By Barani Krishnan
Investing.com - Oil prices remained down in a late-week swoon on Friday that broke with two straight weeks of strong gains, as investors reacted pessimistically to news that OPEC will be rolling back on production cuts.
New York-traded West Texas Intermediate, the benchmark for U.S. crude futures, settled down 16 cents, or 0.4%, at $40.59 per barrel.
London-traded Brent, the global benchmark for oil, fell 24 cents, or 0.6%, to $43.13.
For the week, WTI ended virtually flat while Brent showed a loss of nearly 0.3%.
The run-up in crude prices has slowed since Thursday after the Organization of the Petroleum Exporting Countries announced that next month it would start rolling back the 20% production cuts it had maintained since the start of May.
For granularity, that meant that the Saudi-led and Russia-assisted OPEC+ alliance will withhold 7.7 million barrels a day from the market from August onward, compared with the 9.6 million the group held back in July.
Investors are assessing whether “a steady string of downbeat crude demand headlines will persist over the coming weeks”, said Ed Moya of New York-based OANDA, an online trading platform.
“Fuel consumption is not rebounding strongly,” Moya added, touching on arguments by Reuters oil analyst John Kemp in a blog posted Friday.

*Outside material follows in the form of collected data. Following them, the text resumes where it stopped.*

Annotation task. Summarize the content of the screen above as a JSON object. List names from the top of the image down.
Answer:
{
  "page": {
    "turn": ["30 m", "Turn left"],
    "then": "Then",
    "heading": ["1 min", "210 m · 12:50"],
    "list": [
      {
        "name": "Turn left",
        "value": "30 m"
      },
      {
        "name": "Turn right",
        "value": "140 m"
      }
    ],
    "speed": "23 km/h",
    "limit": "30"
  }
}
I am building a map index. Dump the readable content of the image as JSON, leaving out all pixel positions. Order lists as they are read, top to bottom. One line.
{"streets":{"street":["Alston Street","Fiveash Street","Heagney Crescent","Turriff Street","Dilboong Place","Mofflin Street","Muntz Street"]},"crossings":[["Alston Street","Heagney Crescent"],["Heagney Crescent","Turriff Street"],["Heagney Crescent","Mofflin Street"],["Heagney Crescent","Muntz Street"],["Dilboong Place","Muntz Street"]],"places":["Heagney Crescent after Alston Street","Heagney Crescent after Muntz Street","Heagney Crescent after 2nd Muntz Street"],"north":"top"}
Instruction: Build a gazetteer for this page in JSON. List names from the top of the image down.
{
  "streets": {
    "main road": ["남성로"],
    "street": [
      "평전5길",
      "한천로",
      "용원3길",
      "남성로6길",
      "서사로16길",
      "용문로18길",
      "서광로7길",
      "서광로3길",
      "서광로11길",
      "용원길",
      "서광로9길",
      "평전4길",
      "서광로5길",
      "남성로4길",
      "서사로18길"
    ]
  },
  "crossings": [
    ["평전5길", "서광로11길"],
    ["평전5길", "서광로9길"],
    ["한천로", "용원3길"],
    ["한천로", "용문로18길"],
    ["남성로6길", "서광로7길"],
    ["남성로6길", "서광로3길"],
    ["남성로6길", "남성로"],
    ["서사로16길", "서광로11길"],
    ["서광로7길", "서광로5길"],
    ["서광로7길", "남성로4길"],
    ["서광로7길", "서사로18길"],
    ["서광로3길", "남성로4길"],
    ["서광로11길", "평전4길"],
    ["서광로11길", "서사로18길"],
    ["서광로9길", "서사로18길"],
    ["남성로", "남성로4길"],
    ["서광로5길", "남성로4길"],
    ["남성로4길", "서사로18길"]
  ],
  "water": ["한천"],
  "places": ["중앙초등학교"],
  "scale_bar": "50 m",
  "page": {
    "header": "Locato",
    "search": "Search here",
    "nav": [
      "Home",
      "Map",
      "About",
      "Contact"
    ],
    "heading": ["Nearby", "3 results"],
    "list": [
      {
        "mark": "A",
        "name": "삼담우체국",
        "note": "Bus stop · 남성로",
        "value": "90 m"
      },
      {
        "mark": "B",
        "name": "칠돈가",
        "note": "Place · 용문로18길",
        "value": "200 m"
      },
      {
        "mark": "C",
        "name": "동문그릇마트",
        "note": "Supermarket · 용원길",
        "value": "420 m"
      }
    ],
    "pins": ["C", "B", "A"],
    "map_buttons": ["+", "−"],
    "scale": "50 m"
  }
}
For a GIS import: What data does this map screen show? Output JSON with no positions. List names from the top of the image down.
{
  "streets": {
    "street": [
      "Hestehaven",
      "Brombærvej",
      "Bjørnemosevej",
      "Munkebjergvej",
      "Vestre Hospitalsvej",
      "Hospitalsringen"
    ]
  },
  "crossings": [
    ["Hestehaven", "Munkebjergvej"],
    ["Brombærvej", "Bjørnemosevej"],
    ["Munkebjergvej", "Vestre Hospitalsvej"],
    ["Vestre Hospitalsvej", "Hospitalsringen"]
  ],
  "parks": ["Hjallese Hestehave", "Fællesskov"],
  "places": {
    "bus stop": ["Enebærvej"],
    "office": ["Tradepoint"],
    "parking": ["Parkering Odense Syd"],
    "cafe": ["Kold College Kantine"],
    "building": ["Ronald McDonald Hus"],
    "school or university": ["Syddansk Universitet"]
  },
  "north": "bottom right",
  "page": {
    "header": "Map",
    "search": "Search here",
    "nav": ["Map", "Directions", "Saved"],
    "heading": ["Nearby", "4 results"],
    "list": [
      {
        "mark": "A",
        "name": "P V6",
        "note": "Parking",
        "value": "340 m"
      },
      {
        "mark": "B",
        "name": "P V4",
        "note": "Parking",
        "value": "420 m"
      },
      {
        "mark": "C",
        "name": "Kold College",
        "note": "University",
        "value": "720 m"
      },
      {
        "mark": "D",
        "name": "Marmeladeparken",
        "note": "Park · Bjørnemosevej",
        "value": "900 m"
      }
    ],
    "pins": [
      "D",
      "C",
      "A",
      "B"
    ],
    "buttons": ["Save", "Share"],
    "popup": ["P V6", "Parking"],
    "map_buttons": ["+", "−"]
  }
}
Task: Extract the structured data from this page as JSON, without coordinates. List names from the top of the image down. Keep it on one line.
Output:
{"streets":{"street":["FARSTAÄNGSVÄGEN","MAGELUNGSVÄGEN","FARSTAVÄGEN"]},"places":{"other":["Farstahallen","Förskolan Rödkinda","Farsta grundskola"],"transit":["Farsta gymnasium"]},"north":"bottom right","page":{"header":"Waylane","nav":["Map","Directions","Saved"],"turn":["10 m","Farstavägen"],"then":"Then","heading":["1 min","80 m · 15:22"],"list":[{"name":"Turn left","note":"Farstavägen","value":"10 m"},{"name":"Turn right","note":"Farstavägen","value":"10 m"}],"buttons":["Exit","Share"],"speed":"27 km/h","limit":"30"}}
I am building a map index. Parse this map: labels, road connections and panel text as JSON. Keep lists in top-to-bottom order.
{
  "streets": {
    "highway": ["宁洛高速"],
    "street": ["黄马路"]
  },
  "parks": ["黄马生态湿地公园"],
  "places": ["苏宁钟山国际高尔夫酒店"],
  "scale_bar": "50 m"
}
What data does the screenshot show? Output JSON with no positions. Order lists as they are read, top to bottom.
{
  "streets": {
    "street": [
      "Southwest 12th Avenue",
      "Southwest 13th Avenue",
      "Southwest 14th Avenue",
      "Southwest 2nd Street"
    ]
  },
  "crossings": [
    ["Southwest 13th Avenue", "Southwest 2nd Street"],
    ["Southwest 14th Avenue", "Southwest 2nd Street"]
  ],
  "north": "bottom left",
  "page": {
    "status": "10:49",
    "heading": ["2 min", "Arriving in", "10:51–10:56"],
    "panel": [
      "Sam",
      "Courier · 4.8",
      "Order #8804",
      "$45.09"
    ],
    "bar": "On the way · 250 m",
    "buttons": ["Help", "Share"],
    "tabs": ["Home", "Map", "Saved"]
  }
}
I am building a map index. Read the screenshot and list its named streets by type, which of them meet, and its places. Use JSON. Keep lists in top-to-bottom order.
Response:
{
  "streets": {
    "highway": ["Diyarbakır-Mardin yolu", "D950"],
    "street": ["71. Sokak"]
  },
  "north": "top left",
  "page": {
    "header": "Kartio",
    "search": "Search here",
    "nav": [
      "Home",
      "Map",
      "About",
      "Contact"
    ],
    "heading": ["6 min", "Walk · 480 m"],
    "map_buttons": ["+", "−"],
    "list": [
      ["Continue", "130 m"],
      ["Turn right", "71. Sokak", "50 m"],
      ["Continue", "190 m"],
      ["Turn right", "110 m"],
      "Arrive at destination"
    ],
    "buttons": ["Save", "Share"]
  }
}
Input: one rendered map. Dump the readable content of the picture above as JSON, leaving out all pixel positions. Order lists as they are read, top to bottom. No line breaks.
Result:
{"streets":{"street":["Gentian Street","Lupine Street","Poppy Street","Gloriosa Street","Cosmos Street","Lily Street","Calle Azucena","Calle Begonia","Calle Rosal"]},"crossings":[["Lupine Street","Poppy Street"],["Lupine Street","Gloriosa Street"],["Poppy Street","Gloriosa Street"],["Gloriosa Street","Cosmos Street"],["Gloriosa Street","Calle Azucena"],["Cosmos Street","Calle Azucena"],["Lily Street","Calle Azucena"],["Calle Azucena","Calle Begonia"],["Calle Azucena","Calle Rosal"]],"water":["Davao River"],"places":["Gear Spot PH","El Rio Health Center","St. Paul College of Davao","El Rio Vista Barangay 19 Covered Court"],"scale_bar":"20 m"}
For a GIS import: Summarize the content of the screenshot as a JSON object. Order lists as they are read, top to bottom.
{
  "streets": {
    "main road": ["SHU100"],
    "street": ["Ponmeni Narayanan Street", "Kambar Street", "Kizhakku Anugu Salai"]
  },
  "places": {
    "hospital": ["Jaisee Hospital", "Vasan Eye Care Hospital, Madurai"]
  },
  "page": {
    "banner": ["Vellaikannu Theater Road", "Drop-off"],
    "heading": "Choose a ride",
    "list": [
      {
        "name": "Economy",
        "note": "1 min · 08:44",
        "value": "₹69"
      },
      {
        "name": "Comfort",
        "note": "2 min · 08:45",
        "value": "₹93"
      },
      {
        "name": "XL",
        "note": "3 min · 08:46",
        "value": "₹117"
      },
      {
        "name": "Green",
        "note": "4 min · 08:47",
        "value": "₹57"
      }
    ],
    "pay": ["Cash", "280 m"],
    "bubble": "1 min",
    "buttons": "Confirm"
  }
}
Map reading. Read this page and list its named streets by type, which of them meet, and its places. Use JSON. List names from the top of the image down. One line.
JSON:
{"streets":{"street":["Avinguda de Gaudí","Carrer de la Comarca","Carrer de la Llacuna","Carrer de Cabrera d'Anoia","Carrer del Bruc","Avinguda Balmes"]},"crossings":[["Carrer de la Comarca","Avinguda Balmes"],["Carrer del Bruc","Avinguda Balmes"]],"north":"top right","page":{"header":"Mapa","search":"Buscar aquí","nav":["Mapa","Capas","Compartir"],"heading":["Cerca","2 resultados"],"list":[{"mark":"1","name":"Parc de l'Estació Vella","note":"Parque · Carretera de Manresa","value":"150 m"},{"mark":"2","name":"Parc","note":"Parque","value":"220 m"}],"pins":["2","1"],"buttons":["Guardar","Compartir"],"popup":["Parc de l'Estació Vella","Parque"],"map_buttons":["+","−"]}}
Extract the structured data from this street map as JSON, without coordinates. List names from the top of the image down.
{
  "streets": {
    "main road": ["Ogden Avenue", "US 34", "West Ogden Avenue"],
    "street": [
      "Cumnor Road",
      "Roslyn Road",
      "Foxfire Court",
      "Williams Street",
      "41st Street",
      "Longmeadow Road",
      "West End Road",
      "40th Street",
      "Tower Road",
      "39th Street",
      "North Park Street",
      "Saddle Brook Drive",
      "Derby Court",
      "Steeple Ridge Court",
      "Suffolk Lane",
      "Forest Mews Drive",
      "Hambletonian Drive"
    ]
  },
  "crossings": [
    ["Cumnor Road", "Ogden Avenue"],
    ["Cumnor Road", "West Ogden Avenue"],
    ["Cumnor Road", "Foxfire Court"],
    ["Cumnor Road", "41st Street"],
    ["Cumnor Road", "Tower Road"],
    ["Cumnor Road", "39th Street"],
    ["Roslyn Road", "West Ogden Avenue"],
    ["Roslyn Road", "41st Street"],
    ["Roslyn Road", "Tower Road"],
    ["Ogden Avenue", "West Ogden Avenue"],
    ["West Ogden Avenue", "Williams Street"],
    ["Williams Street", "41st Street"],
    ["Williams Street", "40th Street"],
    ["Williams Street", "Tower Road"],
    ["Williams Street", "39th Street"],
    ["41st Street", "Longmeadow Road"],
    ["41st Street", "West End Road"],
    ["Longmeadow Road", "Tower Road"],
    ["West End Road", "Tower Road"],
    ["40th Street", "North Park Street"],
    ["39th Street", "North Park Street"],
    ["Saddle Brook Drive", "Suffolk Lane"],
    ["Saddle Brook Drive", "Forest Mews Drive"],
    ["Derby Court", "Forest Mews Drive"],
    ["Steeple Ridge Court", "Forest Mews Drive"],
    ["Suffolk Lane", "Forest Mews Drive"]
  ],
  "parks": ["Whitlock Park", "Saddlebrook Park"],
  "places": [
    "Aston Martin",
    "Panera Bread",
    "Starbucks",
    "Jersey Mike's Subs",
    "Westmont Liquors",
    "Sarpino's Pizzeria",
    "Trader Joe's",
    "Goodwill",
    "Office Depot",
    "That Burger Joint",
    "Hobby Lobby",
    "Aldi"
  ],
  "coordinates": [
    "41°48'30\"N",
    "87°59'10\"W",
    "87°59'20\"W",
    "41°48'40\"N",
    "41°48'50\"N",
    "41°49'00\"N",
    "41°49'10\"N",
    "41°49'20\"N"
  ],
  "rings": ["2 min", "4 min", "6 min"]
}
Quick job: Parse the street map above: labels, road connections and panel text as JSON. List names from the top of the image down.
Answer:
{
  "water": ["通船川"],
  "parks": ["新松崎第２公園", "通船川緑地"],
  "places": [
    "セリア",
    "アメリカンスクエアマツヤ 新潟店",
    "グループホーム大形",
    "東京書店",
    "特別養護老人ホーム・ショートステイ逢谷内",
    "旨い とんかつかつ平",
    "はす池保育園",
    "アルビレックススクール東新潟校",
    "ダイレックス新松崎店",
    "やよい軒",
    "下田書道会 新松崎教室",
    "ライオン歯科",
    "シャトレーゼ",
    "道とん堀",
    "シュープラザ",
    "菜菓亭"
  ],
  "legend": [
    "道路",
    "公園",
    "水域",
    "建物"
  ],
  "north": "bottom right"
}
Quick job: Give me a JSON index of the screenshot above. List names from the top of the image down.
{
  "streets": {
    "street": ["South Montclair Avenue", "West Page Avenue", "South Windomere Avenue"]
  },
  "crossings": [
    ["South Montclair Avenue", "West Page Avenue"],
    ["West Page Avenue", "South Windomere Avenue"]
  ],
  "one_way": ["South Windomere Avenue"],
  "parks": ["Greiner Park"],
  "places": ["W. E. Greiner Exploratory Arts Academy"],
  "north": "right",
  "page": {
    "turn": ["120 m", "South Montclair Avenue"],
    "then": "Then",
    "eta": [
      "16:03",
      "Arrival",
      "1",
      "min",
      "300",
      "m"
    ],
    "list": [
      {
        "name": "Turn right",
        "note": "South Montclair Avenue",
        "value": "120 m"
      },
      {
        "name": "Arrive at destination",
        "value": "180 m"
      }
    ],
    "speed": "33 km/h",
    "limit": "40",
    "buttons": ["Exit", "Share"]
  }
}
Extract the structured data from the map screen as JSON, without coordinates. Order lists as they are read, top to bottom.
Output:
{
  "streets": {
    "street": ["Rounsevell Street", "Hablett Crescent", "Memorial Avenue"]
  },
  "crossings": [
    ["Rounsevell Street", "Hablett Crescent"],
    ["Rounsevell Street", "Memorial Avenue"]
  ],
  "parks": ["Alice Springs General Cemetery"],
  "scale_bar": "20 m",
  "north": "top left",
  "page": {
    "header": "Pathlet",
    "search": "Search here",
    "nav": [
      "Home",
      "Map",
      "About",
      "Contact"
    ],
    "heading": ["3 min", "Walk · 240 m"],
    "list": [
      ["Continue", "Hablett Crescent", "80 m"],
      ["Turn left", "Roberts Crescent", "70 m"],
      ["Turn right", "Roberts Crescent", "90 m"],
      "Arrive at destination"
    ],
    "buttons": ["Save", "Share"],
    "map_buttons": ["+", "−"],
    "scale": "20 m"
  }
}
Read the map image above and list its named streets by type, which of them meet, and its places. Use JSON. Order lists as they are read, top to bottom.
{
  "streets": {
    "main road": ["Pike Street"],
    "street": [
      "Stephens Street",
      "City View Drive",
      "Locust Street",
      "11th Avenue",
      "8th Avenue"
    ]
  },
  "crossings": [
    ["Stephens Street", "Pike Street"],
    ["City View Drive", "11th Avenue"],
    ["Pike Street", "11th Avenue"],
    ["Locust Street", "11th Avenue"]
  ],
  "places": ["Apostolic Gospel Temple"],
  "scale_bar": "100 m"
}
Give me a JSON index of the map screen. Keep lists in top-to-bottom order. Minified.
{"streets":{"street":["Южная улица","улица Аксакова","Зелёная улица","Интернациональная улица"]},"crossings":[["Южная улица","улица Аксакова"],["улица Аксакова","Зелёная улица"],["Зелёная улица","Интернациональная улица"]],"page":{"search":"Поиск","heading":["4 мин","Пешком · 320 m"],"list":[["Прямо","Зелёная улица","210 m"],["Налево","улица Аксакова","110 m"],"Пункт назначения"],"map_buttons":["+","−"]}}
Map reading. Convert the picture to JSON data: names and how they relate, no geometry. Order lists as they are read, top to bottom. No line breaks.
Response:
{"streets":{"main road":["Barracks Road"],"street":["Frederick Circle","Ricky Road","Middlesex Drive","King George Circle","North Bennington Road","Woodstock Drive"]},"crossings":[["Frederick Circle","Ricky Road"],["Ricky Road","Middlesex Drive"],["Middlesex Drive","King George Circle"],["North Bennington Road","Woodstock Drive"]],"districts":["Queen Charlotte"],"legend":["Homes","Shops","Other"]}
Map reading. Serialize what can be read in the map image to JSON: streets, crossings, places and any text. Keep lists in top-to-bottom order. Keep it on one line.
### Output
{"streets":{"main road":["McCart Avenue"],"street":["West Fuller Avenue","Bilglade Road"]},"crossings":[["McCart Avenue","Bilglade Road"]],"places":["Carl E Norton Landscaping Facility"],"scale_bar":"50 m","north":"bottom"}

Kemp said fuel traders and refiners were becoming more pessimistic about the outlook for the global economy and transportation for the rest of this year, even as the crude producers in OPEC+ try to push oil prices higher.
“OPEC+ is anxious to see higher crude prices as soon as possible but its ambition is likely to be thwarted in the short term by the renewed softness in fuel consumption,” Kemp wrote.
“Price premiums for gasoline and diesel over crude have been flat or falling for almost four weeks since June 23 amid growing anxiety about a resurgence in the coronavirus and a new round of lockdowns.”
Surges in coronavirus infections are slowing a recovery in fuel use and raising concern that it could be years before consumption rebounds from the effects of the pandemic.
The United States reported at least 75,000 new COVID-19 cases on Thursday, a daily record. Spain and Australia reported their steepest daily jumps in more than two months, while cases continued to soar in India and Brazil.